Queste due domande, formulate da Ethan Zuckerman, direttore del Center for Civic Media al MIT (Massachusetts Institute of Technology), cioè in una delle più prestigiose università di ricerca del mondo, stanno facendo discutere da quasi tre anni.

Un’era geologica per chi frequenta il digitale ed è abituato a guardare sempre e solo al presente e soprattutto al futuro. La tesi di Zuckerman però continua ad essere discussa perché non solo non è stata nel frattempo superata ma, anzi, è ancora attualissima. Se possibile, ancora più attuale oggi di tre anni fa.

L’idea di partenza del professore del Mit può apparire curiosa. Zuckerman infatti ci invita a pensare ai social e alla Rete come alla radio. La sua nascita rappresentò un’autentica rivoluzione (come Internet) che cambiò diversi aspetti dell’informazione, della società e della vita delle persone. A salvare la radio da chi voleva farne soltanto uno strumento di guadagno, ci ricorda Zuckerman, fu l’idea vincente di alcuni Stati di creare dei servizi pubblici radiofonici. Cioè di preservare la radio, o almeno una parte del mondo radiofonico, come strumento al servizio del bene pubblico. Da qui la sua idea di fare la stessa cosa con i social e con alcuni servizi Internet.

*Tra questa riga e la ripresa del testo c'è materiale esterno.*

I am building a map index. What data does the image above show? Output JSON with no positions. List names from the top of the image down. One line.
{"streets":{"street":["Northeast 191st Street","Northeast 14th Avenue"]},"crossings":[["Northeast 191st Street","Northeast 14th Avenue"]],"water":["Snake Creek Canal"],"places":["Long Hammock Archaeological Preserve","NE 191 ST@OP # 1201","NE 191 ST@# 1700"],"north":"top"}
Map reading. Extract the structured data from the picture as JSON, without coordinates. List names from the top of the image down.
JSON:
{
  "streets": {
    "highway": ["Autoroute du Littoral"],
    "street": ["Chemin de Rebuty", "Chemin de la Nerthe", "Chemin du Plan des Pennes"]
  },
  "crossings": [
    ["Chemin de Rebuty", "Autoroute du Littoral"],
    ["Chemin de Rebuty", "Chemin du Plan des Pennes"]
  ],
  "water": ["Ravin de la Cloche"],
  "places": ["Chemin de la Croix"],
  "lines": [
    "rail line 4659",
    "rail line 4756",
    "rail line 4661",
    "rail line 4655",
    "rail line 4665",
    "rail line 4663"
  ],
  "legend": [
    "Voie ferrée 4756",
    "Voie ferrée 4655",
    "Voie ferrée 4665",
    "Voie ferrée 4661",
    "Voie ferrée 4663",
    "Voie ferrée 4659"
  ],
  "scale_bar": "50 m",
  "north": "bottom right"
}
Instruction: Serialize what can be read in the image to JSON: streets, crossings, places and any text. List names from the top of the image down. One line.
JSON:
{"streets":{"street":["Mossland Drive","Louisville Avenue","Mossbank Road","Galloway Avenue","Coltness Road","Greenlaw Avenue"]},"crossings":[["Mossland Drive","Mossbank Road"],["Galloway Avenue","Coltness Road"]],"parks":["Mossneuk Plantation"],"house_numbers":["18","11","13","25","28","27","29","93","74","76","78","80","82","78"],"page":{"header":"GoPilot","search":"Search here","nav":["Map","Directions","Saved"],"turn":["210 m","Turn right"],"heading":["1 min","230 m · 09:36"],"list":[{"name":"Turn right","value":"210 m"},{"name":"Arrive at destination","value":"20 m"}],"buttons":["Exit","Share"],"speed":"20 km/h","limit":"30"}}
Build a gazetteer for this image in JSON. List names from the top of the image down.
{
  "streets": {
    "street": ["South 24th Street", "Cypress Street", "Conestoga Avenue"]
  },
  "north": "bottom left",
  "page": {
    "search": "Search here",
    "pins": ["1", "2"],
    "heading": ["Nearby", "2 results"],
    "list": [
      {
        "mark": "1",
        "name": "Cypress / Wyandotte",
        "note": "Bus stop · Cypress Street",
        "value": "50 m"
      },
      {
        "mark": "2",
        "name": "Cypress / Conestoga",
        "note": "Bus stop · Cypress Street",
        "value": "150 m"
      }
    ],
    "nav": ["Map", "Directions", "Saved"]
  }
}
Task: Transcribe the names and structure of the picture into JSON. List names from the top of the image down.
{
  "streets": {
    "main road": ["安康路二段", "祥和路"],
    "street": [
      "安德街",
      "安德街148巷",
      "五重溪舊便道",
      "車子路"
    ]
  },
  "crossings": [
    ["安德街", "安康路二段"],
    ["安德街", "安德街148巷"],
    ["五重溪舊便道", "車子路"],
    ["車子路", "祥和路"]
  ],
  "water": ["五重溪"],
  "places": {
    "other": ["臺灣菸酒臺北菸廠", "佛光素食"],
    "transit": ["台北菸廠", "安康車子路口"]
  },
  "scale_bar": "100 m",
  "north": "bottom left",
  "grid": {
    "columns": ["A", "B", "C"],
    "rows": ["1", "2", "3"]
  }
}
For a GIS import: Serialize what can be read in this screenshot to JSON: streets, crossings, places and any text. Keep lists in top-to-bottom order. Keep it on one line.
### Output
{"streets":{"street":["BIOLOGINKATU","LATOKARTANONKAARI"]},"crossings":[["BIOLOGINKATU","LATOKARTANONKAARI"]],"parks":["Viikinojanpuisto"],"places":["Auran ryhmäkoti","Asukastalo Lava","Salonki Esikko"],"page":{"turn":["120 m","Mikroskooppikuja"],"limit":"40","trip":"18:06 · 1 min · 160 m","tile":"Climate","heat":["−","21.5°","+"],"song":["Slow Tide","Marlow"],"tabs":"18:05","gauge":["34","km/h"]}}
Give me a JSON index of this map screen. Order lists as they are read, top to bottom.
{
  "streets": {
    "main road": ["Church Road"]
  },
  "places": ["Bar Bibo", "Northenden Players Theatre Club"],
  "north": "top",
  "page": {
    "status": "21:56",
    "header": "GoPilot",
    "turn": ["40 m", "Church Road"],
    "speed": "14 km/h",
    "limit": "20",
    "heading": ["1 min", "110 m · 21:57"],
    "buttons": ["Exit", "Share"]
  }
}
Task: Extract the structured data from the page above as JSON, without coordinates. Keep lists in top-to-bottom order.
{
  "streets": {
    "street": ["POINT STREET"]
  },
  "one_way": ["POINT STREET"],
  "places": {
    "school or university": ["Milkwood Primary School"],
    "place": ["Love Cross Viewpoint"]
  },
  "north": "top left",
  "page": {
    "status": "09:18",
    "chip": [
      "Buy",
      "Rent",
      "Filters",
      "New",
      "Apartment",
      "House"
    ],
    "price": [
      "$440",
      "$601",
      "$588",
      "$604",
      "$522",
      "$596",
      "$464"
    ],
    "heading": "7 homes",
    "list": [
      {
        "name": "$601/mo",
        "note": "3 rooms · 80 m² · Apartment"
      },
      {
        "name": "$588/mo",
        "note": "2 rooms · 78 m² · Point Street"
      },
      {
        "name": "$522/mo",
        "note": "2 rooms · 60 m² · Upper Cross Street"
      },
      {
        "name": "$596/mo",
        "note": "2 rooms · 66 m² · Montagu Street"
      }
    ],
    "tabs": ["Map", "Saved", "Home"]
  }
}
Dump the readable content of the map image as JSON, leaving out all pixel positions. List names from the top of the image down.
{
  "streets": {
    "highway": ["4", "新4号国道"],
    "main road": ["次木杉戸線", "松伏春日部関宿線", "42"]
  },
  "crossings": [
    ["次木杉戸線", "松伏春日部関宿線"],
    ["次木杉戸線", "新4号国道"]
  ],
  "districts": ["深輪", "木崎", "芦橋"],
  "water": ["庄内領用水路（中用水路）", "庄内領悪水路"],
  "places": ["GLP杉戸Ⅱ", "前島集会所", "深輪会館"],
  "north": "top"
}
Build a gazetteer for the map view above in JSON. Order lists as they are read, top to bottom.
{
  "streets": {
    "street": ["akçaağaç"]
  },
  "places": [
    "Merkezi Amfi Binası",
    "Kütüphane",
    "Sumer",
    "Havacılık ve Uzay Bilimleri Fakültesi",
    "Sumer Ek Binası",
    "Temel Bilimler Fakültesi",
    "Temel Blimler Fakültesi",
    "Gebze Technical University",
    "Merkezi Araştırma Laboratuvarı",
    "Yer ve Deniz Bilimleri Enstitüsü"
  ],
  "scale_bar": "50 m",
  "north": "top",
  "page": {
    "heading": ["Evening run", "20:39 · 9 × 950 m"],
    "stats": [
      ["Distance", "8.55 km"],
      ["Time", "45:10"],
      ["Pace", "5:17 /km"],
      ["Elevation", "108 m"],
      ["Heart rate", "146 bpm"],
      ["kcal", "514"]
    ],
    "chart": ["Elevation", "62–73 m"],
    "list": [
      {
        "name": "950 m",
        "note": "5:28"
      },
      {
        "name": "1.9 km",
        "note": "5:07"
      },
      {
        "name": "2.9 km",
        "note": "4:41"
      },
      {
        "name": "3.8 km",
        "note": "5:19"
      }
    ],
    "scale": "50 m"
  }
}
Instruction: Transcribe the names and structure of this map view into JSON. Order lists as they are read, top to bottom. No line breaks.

Zuckerman non è uno sprovveduto e sa bene che lo strapotere di gruppi come Meta (l’ex Facebook) o TikTok non è per niente facile da scalfire. Così come non è facile riportare al servizio della collettività certi aspetti della Rete Internet sui quali fanno palate di soldi i grandi gruppi digitali. Ma proprio per questo – sostiene – dobbiamo trovare il coraggio di farlo. In ballo c’è una fetta importante della nostra libertà, della nostra possibilità di informarci in maniera corretta e della nostra capacità di confrontarci con gli altri senza che a vincere in popolarità (e non solo) siano sempre quelli che urlano più forte o che propongono le teorie più divisive, generando quegli scontri che piacciono tanto agli algoritmi che governano i social e una parte della Rete.

Si potrà obiettare che non sempre i servizi pubblici radiotelevisivi sono campioni di libertà, di etica e di qualità. Ma anche se in alcune ore e con alcuni programmi scimmiottano Il peggio delle offerte commerciali il loro impianto di fondo è indubbiamente basato su pilastri editoriali sani.

Resta una domanda importante: chi dovrebbe mettere in piedi uno o più social al servizio delle persone? Per Zuckerman dovrebbero farlo delle entità che uniscano diversi servizi pubblici. Da noi per esempio dovrebbe (potrebbe?) farlo l’Europa, coordinando e promuovendo un’alleanza tra il meglio dei servizi pubblici dei diversi Paesi. Si dirà che così rischieremo di avere un nuovo carrozzone dominato più dagli interessi della politica che non da quelli di servire davvero la comunità. Ma prima di archiviare per sempre questa proposta come folle, irrealizzabile, sorpassata o soltanto utopica, dovremmo tornare a chiederci a gran voce: come sarebbero i social media se servissero davvero l’interesse pubblico? E ancora: è possibile costruire una Rete Internet più onesta? E infine: come saremmo diversi e probabilmente migliori tutti noi se ci liberassimo almeno in parte dal giogo dei colossi digitali?

Sono domande ancora estremamente attuali.

Decidere di provare a rispondere è solo questione di volontà, non solo politica.